From 1e886b98ff7ffdac023dcee8645717f2849d2eb7 Mon Sep 17 00:00:00 2001
From: Diachkov Ilia WX1215920 <diachkov.ilia1@huawei-partners.com>
Date: Wed, 25 Oct 2023 18:12:28 +0300
Subject: [PATCH 1/6] Add maxmin and uzp1/uzp2 combining

---
 gcc/config/aarch64/aarch64-simd.md    | 339 +++++++++++++++++++++++++-
 gcc/config/aarch64/predicates.md      |  19 ++
 gcc/testsuite/gcc.dg/combine-maxmin.c |  46 ++++
 3 files changed, 399 insertions(+), 5 deletions(-)
 create mode 100755 gcc/testsuite/gcc.dg/combine-maxmin.c
diff --git a/gcc/config/aarch64/aarch64-simd.md b/gcc/config/aarch64/aarch64-simd.md
index 6049adc3f..7f707de57 100644
--- a/gcc/config/aarch64/aarch64-simd.md
+++ b/gcc/config/aarch64/aarch64-simd.md
@@ -1034,6 +1034,82 @@
   [(set_attr "type" "neon_shift_imm<q>")]
 )
 
+;; Simplify the extension with following truncation for shift+neg operation.
+
+(define_insn_and_split "*aarch64_sshr_neg_v8hi"
+  [(set (match_operand:V8HI 0 "register_operand" "=w")
+	(vec_concat:V8HI
+	  (truncate:V4HI
+	    (ashiftrt:V4SI
+	      (neg:V4SI
+		(sign_extend:V4SI
+		  (vec_select:V4HI
+		    (match_operand:V8HI 1 "register_operand")
+		    (match_operand:V8HI 3 "vect_par_cnst_lo_half"))))
+	      (match_operand:V4SI 2 "maxmin_arith_shift_operand")))
+	  (truncate:V4HI
+	    (ashiftrt:V4SI
+	      (neg:V4SI
+		(sign_extend:V4SI
+		  (vec_select:V4HI
+		    (match_dup 1)
+		    (match_operand:V8HI 4 "vect_par_cnst_hi_half"))))

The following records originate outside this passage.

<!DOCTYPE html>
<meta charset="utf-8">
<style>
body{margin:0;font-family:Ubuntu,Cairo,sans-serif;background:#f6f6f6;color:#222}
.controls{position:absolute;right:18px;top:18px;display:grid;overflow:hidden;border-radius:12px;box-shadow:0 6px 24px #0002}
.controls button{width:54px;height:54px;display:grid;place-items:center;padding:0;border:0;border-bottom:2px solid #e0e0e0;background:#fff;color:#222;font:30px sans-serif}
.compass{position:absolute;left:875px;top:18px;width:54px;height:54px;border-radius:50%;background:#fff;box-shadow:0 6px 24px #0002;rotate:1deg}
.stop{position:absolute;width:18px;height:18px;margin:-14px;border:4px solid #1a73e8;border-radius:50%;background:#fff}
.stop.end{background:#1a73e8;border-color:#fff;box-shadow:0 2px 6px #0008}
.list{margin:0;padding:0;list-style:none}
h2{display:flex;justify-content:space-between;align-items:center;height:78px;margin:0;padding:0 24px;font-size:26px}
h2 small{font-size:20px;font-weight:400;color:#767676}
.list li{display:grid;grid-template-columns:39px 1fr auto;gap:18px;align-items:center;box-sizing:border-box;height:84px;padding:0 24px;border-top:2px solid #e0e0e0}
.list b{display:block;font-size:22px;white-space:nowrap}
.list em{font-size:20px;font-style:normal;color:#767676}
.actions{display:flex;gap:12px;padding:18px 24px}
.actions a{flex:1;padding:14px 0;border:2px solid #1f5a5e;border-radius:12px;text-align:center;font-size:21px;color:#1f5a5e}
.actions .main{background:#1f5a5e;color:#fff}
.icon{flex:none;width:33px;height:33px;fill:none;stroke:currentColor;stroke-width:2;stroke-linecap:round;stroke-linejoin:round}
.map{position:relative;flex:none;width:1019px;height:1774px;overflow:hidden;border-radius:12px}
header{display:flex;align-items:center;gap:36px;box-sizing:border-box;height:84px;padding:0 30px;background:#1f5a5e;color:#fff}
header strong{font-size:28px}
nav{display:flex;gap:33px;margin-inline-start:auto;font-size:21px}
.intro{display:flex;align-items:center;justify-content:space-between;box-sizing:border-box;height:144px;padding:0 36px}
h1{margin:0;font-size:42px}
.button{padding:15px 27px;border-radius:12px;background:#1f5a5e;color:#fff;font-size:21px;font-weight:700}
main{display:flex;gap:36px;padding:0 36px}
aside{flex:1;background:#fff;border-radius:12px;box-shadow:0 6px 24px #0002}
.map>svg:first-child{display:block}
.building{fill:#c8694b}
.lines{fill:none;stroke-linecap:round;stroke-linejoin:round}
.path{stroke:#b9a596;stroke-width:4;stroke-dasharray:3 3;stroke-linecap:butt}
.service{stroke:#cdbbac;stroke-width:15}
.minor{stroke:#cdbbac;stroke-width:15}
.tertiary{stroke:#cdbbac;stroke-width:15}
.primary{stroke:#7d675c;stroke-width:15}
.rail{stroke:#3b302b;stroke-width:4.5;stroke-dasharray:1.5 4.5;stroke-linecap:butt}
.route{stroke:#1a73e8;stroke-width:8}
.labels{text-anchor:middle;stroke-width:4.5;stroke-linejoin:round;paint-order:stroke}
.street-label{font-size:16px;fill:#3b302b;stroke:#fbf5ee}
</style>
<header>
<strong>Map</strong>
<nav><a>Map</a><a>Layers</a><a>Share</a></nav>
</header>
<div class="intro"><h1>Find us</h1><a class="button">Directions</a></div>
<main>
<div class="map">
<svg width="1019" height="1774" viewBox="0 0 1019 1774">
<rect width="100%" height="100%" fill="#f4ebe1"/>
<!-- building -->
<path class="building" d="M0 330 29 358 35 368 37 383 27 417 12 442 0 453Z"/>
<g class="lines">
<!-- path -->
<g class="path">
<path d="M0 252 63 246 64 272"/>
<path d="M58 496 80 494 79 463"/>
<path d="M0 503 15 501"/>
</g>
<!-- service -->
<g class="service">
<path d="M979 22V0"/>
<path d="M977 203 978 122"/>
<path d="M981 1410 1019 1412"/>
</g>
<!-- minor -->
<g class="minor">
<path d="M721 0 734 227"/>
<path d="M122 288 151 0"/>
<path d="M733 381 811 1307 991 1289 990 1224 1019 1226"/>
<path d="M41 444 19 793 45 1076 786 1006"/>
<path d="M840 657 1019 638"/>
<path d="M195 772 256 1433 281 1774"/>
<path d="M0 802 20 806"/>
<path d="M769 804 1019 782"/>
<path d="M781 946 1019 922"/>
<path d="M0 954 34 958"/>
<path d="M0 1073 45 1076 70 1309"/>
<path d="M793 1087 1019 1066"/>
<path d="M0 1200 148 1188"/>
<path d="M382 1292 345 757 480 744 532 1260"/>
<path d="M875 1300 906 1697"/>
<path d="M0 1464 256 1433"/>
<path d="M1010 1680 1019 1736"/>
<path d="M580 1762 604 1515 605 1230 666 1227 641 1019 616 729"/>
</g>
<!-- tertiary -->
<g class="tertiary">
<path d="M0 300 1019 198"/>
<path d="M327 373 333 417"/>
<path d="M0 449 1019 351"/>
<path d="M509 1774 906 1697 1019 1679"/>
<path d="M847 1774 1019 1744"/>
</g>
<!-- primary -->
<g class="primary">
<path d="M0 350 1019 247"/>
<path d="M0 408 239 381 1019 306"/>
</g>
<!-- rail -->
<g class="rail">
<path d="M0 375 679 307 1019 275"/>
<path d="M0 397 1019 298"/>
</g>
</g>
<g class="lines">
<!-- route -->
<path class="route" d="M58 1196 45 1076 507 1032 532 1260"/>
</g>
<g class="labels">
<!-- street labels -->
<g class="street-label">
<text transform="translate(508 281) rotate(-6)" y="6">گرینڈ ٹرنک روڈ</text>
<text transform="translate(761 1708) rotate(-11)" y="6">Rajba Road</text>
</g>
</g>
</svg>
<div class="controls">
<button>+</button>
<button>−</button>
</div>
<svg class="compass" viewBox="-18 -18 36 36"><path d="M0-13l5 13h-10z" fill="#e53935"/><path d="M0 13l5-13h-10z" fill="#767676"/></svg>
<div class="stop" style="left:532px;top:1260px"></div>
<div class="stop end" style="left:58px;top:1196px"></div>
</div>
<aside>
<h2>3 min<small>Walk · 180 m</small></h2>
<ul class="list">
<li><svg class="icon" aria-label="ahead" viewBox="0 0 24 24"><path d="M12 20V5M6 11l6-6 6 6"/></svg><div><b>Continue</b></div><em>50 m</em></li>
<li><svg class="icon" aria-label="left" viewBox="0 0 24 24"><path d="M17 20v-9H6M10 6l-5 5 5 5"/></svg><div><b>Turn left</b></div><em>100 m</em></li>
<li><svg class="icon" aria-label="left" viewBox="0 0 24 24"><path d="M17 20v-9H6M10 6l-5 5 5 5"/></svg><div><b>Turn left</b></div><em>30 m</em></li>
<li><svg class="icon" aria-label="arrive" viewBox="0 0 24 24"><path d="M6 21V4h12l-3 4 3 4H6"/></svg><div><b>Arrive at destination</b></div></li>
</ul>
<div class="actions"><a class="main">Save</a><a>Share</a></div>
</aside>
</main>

+	      (match_dup 2)))))]
+  "TARGET_SIMD"
+  "#"
+  "&& true"
+  [(set (match_operand:V8HI 0 "register_operand" "=w")
+	(ashiftrt:V8HI
+	  (neg:V8HI
+	    (match_operand:V8HI 1 "register_operand" "w"))
+	  (match_operand:V8HI 2 "aarch64_simd_imm_minus_one")))]
+  {
+    /* Reduce the shift amount to smaller mode.  */
+    int val = INTVAL (CONST_VECTOR_ENCODED_ELT (operands[2], 0))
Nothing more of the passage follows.